Daily values of confirmed cases, deaths and recovers for COVID-19 in several countries.
From original source:
-----
MThis folder contains daily time series summary tables, including confirmed, deaths and recovered. All data is read in from the daily case report. The time series tables are subject to be updated if inaccuracies are identified in our historical data.
Two time series tables are for the US confirmed cases and deaths, reported at the county level. They are named time_series_covid19_confirmed_US.csv, time_series_covid19_deaths_US.csv, respectively.

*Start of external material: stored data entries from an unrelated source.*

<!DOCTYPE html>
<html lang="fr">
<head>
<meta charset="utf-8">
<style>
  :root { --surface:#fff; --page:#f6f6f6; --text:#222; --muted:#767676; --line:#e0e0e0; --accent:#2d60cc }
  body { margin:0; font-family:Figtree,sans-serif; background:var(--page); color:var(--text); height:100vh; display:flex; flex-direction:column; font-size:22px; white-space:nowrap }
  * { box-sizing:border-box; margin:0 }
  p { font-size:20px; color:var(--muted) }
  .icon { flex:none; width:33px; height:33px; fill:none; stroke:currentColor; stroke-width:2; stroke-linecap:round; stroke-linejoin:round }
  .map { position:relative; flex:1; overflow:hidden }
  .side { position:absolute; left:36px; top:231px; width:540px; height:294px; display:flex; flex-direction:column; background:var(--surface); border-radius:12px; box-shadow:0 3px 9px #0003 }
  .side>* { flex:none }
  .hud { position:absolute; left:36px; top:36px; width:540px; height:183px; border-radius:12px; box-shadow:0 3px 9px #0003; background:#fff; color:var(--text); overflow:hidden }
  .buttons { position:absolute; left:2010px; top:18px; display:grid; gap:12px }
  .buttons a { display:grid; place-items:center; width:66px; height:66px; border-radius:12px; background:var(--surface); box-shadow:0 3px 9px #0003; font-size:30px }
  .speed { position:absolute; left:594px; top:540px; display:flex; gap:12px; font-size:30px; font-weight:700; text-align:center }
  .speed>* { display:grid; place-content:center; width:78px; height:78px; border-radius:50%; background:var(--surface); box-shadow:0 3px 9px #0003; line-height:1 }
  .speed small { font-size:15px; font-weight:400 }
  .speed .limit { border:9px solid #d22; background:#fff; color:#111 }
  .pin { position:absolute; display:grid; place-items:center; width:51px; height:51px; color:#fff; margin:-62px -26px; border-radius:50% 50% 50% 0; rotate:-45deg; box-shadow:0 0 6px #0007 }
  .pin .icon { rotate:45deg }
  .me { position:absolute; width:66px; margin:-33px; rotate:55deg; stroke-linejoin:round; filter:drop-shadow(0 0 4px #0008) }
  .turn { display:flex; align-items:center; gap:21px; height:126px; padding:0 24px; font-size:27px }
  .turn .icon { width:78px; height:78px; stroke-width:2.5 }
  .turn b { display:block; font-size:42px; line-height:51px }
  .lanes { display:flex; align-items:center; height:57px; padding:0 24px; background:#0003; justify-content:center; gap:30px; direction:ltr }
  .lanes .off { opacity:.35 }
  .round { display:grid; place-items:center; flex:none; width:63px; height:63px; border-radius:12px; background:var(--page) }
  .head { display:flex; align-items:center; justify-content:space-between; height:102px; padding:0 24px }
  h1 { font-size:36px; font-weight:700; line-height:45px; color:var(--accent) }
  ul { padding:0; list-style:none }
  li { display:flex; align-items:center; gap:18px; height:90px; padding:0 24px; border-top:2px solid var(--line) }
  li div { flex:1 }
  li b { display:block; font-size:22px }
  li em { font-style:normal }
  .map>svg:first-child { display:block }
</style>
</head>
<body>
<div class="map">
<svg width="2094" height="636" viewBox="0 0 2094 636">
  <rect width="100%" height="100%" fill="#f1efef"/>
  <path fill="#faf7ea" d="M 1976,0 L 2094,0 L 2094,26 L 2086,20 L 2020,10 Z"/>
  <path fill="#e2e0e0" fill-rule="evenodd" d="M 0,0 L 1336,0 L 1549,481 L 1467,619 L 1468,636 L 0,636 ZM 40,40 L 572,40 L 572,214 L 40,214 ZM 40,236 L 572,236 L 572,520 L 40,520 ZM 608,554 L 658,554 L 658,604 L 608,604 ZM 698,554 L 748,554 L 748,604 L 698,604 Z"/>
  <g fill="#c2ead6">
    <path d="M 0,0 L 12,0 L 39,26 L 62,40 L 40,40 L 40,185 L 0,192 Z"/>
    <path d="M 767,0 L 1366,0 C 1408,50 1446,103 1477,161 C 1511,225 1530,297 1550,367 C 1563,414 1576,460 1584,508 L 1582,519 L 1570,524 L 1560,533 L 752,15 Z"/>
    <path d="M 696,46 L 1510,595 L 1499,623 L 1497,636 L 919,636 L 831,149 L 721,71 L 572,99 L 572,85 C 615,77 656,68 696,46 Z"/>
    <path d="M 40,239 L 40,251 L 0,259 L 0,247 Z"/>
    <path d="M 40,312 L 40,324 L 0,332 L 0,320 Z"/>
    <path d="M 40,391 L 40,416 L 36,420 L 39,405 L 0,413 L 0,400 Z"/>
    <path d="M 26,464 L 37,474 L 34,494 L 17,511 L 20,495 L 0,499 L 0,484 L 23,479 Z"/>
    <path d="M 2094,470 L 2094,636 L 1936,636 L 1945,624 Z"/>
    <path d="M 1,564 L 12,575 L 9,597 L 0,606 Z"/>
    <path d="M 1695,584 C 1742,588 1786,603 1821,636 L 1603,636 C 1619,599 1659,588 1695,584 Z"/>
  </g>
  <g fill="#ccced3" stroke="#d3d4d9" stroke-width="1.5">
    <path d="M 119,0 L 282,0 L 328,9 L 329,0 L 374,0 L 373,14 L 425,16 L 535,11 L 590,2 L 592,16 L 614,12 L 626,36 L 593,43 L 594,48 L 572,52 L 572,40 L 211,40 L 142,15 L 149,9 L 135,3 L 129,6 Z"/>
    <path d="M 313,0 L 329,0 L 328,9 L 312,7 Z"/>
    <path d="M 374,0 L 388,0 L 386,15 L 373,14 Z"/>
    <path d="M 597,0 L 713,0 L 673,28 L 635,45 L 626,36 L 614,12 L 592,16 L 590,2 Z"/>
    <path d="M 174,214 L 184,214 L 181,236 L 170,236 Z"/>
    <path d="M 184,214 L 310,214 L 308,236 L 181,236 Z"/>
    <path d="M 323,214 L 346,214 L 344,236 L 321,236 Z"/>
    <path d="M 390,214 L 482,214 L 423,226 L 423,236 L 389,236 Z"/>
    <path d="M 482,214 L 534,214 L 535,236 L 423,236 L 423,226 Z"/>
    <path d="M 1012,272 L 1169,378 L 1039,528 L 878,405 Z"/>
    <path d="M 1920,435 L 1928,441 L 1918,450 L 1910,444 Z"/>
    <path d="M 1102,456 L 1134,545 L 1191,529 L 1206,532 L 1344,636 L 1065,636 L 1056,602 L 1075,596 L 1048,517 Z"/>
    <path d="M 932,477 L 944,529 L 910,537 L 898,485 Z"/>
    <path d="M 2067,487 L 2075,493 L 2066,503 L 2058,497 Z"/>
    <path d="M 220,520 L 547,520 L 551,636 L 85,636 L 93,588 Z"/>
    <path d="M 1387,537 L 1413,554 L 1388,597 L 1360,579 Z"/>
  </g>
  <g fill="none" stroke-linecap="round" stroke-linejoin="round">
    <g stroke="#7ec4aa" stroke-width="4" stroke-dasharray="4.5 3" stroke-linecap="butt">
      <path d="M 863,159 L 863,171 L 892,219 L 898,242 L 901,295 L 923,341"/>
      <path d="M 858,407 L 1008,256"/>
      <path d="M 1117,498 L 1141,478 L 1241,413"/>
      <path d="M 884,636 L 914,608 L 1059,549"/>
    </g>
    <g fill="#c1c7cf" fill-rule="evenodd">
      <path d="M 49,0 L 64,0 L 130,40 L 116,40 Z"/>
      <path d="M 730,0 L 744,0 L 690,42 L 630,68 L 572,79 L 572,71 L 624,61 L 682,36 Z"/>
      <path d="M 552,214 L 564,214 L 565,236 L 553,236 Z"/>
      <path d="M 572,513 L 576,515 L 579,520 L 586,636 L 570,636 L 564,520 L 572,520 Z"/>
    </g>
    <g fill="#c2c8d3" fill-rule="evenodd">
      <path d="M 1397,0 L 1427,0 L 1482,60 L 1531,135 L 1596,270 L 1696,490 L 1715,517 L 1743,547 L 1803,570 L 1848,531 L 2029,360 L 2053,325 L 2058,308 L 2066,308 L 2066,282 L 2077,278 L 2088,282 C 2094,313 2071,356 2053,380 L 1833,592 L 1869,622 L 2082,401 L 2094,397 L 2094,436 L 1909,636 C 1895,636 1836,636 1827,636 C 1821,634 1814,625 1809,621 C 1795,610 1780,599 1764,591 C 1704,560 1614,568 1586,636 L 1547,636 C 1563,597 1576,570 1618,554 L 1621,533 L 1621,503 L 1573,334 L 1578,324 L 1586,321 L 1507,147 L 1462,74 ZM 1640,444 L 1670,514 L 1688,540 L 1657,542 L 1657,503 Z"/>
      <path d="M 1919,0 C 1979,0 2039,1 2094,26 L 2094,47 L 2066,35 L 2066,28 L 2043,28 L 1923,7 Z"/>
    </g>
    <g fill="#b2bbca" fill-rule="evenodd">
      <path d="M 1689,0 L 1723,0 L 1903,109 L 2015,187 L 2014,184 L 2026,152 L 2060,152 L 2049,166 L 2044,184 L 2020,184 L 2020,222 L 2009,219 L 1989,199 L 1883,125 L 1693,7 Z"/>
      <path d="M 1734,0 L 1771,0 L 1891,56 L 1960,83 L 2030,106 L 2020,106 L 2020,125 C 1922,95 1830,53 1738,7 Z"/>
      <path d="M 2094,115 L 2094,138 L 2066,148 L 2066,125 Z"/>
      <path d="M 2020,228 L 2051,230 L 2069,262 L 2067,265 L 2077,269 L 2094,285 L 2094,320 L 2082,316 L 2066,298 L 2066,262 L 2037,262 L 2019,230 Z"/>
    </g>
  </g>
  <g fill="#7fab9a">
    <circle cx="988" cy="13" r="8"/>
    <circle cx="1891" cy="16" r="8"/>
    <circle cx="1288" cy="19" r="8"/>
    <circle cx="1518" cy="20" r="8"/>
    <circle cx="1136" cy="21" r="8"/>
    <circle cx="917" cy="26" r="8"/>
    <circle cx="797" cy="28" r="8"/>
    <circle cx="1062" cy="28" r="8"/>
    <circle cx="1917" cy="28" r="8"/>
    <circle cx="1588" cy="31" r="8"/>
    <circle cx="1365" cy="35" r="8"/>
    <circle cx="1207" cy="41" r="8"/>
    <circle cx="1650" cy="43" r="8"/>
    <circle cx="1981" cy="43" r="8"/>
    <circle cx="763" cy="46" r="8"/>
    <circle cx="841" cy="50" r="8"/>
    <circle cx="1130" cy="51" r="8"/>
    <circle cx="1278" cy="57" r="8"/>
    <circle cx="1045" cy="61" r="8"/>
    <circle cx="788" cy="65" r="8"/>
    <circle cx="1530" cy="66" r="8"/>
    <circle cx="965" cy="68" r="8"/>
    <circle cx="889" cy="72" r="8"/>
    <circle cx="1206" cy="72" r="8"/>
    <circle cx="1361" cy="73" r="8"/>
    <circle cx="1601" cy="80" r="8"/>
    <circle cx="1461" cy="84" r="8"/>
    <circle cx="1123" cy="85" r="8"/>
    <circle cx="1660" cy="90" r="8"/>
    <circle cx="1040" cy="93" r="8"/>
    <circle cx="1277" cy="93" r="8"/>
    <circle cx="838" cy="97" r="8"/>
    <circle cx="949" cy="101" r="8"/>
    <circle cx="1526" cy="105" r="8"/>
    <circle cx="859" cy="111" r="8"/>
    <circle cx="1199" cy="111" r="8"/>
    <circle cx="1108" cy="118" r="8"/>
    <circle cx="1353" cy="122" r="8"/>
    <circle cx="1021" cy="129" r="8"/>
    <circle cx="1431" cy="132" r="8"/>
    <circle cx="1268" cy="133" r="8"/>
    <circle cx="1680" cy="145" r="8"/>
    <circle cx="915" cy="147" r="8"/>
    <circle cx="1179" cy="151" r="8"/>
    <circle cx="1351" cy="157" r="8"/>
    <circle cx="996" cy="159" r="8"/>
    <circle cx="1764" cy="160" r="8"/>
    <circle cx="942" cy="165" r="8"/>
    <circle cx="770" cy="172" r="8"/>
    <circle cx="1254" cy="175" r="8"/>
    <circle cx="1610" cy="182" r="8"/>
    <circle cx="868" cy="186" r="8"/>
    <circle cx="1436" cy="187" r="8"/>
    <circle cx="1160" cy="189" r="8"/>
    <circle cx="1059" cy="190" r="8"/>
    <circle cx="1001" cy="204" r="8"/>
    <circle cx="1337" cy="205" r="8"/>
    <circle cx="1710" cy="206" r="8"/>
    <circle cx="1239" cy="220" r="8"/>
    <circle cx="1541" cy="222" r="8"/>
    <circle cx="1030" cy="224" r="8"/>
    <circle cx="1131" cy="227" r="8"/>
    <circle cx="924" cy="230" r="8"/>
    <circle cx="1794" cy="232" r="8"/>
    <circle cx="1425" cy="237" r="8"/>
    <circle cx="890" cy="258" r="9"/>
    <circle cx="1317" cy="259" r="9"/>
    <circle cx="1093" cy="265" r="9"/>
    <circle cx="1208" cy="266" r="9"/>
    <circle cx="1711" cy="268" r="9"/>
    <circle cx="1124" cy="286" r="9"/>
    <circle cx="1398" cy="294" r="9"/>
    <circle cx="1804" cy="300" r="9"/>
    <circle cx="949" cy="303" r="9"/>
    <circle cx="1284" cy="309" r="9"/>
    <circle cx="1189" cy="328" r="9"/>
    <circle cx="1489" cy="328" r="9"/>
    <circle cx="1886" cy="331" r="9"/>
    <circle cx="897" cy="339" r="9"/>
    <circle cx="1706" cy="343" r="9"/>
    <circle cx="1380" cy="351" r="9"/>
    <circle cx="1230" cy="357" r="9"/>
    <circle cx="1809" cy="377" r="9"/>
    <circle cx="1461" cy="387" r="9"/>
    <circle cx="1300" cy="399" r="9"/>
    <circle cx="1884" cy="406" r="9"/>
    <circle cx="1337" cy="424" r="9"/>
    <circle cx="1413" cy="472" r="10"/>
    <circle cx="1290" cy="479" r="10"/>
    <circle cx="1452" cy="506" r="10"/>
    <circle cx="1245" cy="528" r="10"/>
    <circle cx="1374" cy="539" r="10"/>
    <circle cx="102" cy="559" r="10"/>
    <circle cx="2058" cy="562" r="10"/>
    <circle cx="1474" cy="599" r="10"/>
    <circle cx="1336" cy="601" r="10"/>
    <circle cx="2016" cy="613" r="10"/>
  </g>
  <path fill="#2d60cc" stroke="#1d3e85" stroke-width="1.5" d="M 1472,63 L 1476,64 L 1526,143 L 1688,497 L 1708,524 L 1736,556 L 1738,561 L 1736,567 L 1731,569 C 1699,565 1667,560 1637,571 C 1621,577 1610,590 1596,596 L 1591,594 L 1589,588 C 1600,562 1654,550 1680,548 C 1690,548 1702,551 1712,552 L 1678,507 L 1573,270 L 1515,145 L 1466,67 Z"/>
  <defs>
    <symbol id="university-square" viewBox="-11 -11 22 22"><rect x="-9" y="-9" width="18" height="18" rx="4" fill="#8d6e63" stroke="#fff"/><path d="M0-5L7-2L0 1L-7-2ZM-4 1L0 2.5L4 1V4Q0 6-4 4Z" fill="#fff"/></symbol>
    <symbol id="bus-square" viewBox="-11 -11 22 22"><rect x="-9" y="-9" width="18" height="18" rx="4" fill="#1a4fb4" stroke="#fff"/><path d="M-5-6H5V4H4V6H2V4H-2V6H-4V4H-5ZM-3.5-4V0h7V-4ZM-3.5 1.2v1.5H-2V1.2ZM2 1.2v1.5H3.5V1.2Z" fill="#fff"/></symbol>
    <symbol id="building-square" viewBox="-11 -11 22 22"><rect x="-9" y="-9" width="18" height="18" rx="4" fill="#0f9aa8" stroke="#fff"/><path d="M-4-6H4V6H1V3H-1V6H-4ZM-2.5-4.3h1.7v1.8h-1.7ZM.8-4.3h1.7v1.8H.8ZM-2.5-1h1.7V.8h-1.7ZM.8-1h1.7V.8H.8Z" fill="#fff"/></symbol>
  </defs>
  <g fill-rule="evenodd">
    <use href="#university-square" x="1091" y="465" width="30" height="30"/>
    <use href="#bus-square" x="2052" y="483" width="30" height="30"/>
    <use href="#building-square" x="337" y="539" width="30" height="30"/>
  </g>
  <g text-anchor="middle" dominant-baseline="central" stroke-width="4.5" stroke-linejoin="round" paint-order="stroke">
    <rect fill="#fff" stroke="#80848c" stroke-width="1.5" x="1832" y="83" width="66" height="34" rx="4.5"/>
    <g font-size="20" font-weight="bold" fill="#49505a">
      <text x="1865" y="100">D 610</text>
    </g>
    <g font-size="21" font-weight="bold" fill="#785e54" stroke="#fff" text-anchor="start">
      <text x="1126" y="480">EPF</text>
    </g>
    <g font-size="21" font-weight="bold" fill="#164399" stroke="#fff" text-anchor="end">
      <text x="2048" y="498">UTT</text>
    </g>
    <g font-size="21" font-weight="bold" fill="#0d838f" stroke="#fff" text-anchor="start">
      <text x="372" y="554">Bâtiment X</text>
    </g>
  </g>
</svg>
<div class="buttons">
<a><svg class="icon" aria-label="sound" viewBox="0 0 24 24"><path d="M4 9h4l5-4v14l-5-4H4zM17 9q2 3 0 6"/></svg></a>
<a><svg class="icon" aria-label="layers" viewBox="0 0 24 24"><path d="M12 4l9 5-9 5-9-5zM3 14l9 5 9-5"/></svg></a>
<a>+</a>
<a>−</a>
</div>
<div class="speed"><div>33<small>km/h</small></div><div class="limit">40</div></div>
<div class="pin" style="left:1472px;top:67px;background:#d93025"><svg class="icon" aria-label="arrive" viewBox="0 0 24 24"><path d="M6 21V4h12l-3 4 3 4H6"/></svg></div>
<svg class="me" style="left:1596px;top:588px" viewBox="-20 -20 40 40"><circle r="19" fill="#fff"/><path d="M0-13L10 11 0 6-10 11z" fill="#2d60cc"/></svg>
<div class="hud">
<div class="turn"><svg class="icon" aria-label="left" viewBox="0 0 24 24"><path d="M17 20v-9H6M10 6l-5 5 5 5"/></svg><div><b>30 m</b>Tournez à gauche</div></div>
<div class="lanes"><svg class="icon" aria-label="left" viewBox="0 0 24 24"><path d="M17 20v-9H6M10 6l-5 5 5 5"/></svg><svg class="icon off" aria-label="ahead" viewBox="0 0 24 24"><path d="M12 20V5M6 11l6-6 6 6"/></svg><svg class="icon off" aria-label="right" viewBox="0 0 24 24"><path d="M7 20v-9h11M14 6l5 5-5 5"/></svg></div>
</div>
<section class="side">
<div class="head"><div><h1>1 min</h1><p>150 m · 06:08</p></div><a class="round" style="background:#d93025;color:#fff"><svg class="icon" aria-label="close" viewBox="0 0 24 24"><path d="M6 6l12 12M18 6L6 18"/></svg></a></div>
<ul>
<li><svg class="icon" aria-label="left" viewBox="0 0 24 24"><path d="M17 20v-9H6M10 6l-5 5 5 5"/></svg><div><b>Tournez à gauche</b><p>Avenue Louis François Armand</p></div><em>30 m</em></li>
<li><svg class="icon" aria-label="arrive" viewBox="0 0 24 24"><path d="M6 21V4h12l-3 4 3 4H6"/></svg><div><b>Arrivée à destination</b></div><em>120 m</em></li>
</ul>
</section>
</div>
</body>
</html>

Three time series tables are for the global confirmed cases, recovered cases and deaths. Australia, Canada and China are reported at the province/state level. Dependencies of the Netherlands, the UK, France and Denmark are listed under the province/state level. The US and other countries are at the country level. The tables are renamed time_series_covid19_confirmed_global.csv and time_series_covid19_deaths_global.csv, and time_series_covid19_recovered_global.csv, respectively.
-----
We have joined the confirmed, deaths and recovered datasets to create multivariate series. Note that we have chosen to use these columns as values to forecast,
but we could have transformed the dataset in multiple columns (as many as Province/State - Country) as the series are aligned.
There are 10 columns:
id_series: The id of the time series.
date: The date of the time series in the format "%Y-%m-%d".
time_step: The time step on the time series.
value_X (X from 0 to 2): The values of the time series, which will be used for the forecasting task.
covariate_X (X from 0 to 3): Covariate values of the time series, tied to the 'id_series'. Not interested in forecasting, but can help with the forecasting task.
Preprocessing:
1 - For the 'confirmed' and 'deaths' datasets, we have grouped the values for the 'Country/Region' 'Canada' for all the 'Province/State'.
The 'recovered' dataset does not have the several 'Province/State' for 'Canada', only the country, so we grouped in order to merge all the datasets.
2 - Filled NaN values for 'Province/State' with the value 'Country'.
3 - Filled NaN values for 'Lat' and 'Long' with 0.0.
4 - Melted the datasets with identifiers 'Province/State', 'Country/Region', 'Lat', 'Long', obtaining columns 'date' and 'value_X', where X is 0 for confirmed cases, 1 for deaths and 2 for recoveries.
5 - Standardize the date to the format %Y-%m-%d and ensured that the frequency is daily.
6 - Merged all the datasets.
7 - Created column 'id_series' from 'Province/State', 'Country/Region' with index from 0 to 273.
8 - Renamed columns 'Province/State', 'Country/Region', 'Lat', 'Long' to 'covariate_0', 'covariate_1', 'covariate_2', 'covariate_3'.
9 - Created column 'time_step' with increasing values of the time_step for the time series.
10 - Casted 'value_X' columns to int, defined 'id_series', covariate_0' and 'covariate_1' as 'category' and casted 'covariate_2' and 'covariate_3' to float.